NNN food you have to be very careful on that. Most Dollar Stores are BBB- rated or better which qualifies for investment grade lending. If it's below BBB- it is credit grade. 5 different levels of security for restaurants.

Example Taco Bell: Lease guarantee best to worst.

1. Yum brands parent corp. guarantee for all stores backing your location.

2. Subsidiary of Yum brands say for just that state of 200 stores etc.

3. Large franchisee with 100 stores with decades as an operator.

4. Small franchisee just starting out with a few stores.

5. No franchisee at all but an operator starting their own brand with no guidance ( Joe's taco's ).

What states are your strip centers in?? I always am looking for myself and my clients.   

@Joel Owens Correct, the 4 DG'S were owned solely by my father and the three strip centers were owned by him and my mother until he passed.

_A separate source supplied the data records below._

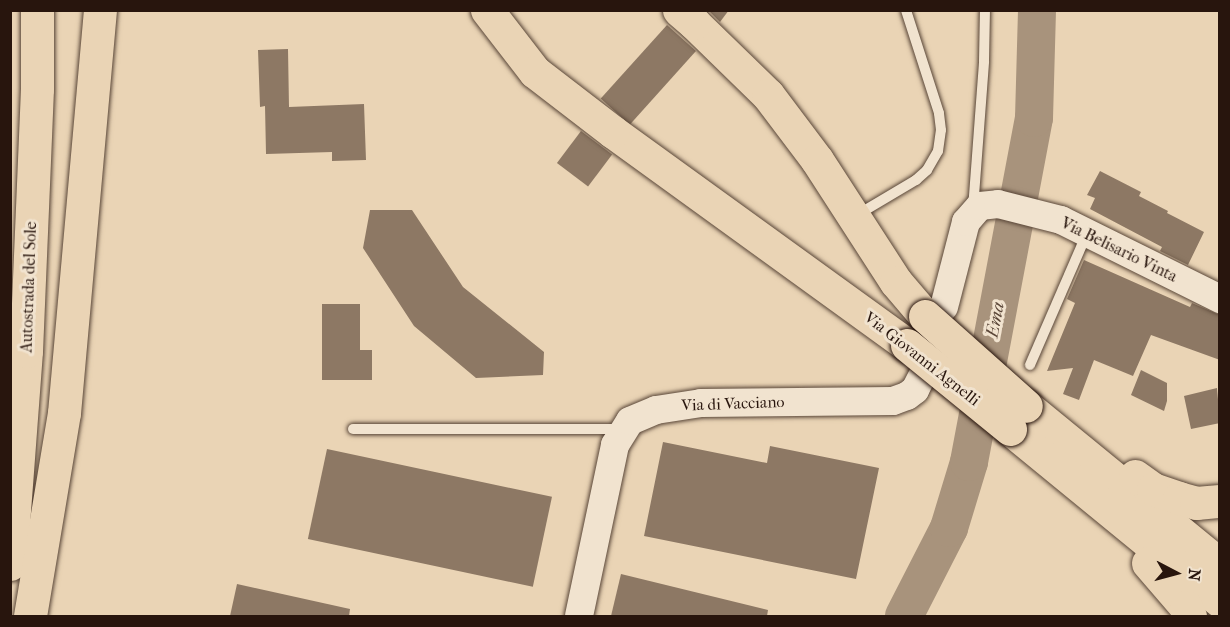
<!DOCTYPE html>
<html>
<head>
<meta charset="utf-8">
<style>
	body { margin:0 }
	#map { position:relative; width:1230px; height:627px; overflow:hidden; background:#ead4b5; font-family:"IM FELL French Canon",serif }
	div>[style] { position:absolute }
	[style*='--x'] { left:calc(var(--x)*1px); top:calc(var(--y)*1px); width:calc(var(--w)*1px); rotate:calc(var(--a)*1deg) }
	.river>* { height:38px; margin:-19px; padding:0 19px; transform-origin:19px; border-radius:19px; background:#a8937c }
	.building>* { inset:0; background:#8d7864; transform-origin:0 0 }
	.roads { filter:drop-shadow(0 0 2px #584537) drop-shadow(0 0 2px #584537) }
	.service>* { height:10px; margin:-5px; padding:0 5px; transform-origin:5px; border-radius:5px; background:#f1e3cf }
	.tertiary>* { height:28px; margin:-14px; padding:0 14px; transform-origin:14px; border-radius:14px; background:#f1e3cf }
	.trunk>* { height:33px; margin:-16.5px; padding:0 16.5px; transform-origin:16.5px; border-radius:16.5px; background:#ead4b5 }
	.motorway>* { height:33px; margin:-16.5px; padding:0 16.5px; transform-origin:16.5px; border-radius:16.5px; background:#ead4b5 }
	.bridges { filter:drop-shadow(0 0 2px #28150d) drop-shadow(0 0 2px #28150d) }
	.trunk-bridge>* { height:33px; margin:-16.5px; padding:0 16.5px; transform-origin:16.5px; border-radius:16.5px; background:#ead4b5 }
	span { translate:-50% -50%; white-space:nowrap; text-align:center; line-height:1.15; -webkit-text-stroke:6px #f1e3cf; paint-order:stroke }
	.street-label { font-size:16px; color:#28150d }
	.water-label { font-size:18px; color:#5b4739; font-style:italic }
	.frame { position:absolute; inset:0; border:12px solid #28150d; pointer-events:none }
	.north { position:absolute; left:1146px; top:543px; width:60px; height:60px; -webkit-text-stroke:4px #f1e3cf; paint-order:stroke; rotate:96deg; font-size:16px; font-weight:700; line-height:24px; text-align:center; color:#28150d }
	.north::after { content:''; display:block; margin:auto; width:21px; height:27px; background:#28150d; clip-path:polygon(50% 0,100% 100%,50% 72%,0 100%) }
</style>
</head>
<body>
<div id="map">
	<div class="river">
		<i style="--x:904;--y:616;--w:99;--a:-62.9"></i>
		<i style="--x:949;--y:528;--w:69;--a:-73.1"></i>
		<i style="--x:969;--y:462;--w:350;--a:-79.3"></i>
		<i style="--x:1034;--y:118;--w:108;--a:-88.4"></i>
	</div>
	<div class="building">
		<i style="clip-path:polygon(708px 10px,729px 10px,720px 22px)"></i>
		<i style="left:667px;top:25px;width:39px;height:99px;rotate:42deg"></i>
		<i style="clip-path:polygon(288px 49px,289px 107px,364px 104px,366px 160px,332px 161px,332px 152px,266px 154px,265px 106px,260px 107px,258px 50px)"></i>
		<i style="left:581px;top:131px;width:39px;height:40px;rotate:37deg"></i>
		<i style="clip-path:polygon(1100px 171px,1141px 192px,1139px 196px,1168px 211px,1167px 213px,1204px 232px,1188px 265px,1160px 251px,1162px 247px,1090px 209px,1095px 198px,1087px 195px)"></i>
		<i style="clip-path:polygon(370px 210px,412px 210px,463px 287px,544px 352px,543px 375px,476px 378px,414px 326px,363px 248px)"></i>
		<i style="clip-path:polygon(1084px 260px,1190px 307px,1192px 303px,1220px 315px,1220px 360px,1151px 335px,1133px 376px,1094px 360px,1079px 400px,1063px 394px,1073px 368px,1047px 371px,1075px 303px,1067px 299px)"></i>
		<i style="clip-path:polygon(322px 304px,360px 304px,360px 350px,372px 350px,372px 380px,322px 380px)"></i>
		<i style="clip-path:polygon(1141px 370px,1167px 383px,1167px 401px,1164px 411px,1131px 395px)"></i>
		<i style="clip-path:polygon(1217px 388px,1220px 423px,1191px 429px,1184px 396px)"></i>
		<i style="clip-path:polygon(663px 442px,767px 463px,770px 446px,879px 468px,856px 579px,644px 536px)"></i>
		<i style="left:327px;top:449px;width:230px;height:92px;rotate:12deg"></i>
		<i style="clip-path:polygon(621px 574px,768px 610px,767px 616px,611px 616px)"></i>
		<i style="clip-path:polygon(237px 584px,350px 609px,349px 616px,230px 616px)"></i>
	</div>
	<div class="roads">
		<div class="service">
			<i style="--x:973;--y:209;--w:148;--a:-85.7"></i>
			<i style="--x:984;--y:61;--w:51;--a:-88.9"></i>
			<i style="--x:857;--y:215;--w:69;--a:-30.7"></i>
			<i style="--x:916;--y:180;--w:15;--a:-42"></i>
			<i style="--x:927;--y:170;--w:22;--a:-60"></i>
			<i style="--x:938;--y:151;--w:21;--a:-82"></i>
			<i style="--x:941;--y:130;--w:17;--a:-97"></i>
			<i style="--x:939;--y:113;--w:108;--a:-107.8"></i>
			<i style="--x:1030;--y:365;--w:144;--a:-66.6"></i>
			<i style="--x:353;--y:429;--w:267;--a:0"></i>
		</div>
		<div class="tertiary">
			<i style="--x:944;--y:307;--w:88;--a:-75.5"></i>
			<i style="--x:966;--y:222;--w:21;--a:-49"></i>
			<i style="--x:980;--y:206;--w:18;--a:-6"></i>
			<i style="--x:998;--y:204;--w:65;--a:14.3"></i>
			<i style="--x:1061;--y:220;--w:178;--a:26.4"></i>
			<i style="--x:579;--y:616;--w:175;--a:-78.1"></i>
			<i style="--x:615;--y:445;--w:28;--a:-58"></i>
			<i style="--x:630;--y:421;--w:28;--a:-23"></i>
			<i style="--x:656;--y:410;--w:46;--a:-8.8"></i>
			<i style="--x:701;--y:403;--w:192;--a:-0.6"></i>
			<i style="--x:893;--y:401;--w:15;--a:-20"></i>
			<i style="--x:907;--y:396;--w:10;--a:-37"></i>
			<i style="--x:915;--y:390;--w:16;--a:-63"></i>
		</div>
		<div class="trunk">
			<i style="--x:694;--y:23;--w:103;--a:44.2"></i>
			<i style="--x:768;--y:95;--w:81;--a:53"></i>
			<i style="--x:817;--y:160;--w:145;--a:57.1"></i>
			<i style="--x:896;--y:282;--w:45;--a:49.5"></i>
			<i style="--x:613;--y:132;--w:363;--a:35.9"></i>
			<i style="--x:1026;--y:406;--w:251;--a:39.3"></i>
			<i style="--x:1010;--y:429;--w:271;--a:39.3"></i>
			<i style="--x:1135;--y:476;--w:22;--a:36"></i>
			<i style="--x:1153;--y:489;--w:28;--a:19"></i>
			<i style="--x:1179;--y:498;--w:18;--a:16"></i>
			<i style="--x:1196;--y:503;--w:24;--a:-5"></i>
			<i style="--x:1148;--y:563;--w:58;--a:49.2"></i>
			<i style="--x:1186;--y:607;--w:10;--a:66"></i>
		</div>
		<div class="motorway">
			<i style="--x:487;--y:10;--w:78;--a:52.3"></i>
			<i style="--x:535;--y:72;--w:98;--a:37.6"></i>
			<i style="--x:679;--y:10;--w:20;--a:41"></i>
			<i style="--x:10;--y:564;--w:214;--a:-85.7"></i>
			<i style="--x:26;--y:351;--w:262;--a:-87.6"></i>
			<i style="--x:37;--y:89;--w:79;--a:-90"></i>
			<i style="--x:30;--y:616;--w:206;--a:-80.5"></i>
			<i style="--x:64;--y:413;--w:405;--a:-84.9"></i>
		</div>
	</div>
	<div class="bridges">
		<div class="trunk-bridge">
			<i style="--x:925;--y:316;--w:135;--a:41.7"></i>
			<i style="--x:907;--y:345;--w:133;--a:39.2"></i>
		</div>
	</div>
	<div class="street-label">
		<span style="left:1119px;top:250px;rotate:26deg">Via Belisario Vinta</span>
		<span style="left:29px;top:287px;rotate:-88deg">Autostrada del Sole</span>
		<span style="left:922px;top:359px;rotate:38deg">Via Giovanni Agnelli</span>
		<span style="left:733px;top:404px;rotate:-2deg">Via di Vacciano</span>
	</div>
	<div class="water-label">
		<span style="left:996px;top:320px;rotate:-79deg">Ema</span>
	</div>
	<div class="frame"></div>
	<div class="north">N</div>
</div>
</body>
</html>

They divorced 4 years before his auto accident. We're not currently looking to sell the strip centers. Everything we own is in Alabama. I wouldn't be opposed to NN deals over NNN, if it's the right type of deal, as all of our current holdings are NN and don't you pay a premium for NNN's ? I want it to be business, it doesn't necessarily 100% hands off as I have the time to work it.

The whole single tenant net lease sector is compressed right now. Most of my clients are buying strip centers.

There is about 300 billion in CMBS coming due between now and 2018 for vintage loan opportunity buy outs.

NNN does trade for slightly lower basis premium on the cap rate. More of a factor is any rent increases in the primary term of the lease for the overall blended cap rate over time with inflation. If NN buy cap is high then it can offset other factors. Sometimes sellers will buy a roof warranty to appease the buyers for a purchase.

Food has the most rent bumps at 2 to 3% annually but also those go dark the most versus banks, dollar stores, auto stores, pharmacies, etc.